What to work on: Every line containing "Кадемлия" should be copied out. Go through the entries and find them.

|---|

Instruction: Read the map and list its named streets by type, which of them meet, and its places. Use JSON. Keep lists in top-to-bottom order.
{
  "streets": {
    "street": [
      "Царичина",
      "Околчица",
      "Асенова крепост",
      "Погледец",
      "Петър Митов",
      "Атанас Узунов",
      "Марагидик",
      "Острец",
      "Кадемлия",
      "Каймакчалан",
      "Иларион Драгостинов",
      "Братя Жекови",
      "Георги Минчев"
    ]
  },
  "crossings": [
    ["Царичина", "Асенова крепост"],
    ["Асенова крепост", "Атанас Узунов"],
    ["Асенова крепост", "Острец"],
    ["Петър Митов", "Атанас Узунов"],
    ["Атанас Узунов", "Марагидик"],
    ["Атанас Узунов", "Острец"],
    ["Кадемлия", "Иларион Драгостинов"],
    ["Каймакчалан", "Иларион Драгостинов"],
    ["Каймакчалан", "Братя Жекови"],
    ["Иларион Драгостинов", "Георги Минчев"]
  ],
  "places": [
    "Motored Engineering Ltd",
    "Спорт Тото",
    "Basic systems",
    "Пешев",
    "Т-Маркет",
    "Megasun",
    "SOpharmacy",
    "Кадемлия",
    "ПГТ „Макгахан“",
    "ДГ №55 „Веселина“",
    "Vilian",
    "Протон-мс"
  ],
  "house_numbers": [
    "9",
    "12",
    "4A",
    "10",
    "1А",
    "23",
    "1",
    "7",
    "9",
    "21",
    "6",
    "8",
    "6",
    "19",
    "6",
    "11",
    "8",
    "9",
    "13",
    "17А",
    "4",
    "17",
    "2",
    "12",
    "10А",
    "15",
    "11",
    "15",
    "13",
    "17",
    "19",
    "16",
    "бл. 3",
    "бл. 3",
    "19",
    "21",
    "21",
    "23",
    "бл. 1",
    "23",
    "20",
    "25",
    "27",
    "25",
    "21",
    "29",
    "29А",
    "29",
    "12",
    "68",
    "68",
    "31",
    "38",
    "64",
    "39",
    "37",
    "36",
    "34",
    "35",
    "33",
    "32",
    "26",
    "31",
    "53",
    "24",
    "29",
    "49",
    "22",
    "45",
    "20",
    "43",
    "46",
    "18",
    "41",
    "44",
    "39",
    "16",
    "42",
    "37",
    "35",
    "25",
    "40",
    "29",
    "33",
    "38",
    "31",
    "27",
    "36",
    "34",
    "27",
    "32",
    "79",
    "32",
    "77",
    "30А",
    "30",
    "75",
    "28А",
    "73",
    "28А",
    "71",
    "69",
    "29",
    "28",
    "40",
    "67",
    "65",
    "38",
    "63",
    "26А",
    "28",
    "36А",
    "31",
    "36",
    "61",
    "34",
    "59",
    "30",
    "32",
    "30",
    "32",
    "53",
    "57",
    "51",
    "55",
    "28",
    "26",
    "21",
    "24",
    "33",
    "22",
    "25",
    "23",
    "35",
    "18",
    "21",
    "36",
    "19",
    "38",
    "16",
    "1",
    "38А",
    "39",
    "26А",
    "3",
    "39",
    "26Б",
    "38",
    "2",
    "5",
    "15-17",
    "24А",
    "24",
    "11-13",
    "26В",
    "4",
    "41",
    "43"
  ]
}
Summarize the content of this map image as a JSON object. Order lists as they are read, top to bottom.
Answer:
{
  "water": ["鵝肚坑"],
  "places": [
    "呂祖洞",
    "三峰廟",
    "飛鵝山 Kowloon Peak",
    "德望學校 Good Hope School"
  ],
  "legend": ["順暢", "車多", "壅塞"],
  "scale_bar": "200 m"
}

|---|

Exercise solution:
      "Кадемлия",
    ["Кадемлия", "Иларион Драгостинов"],
    "Кадемлия",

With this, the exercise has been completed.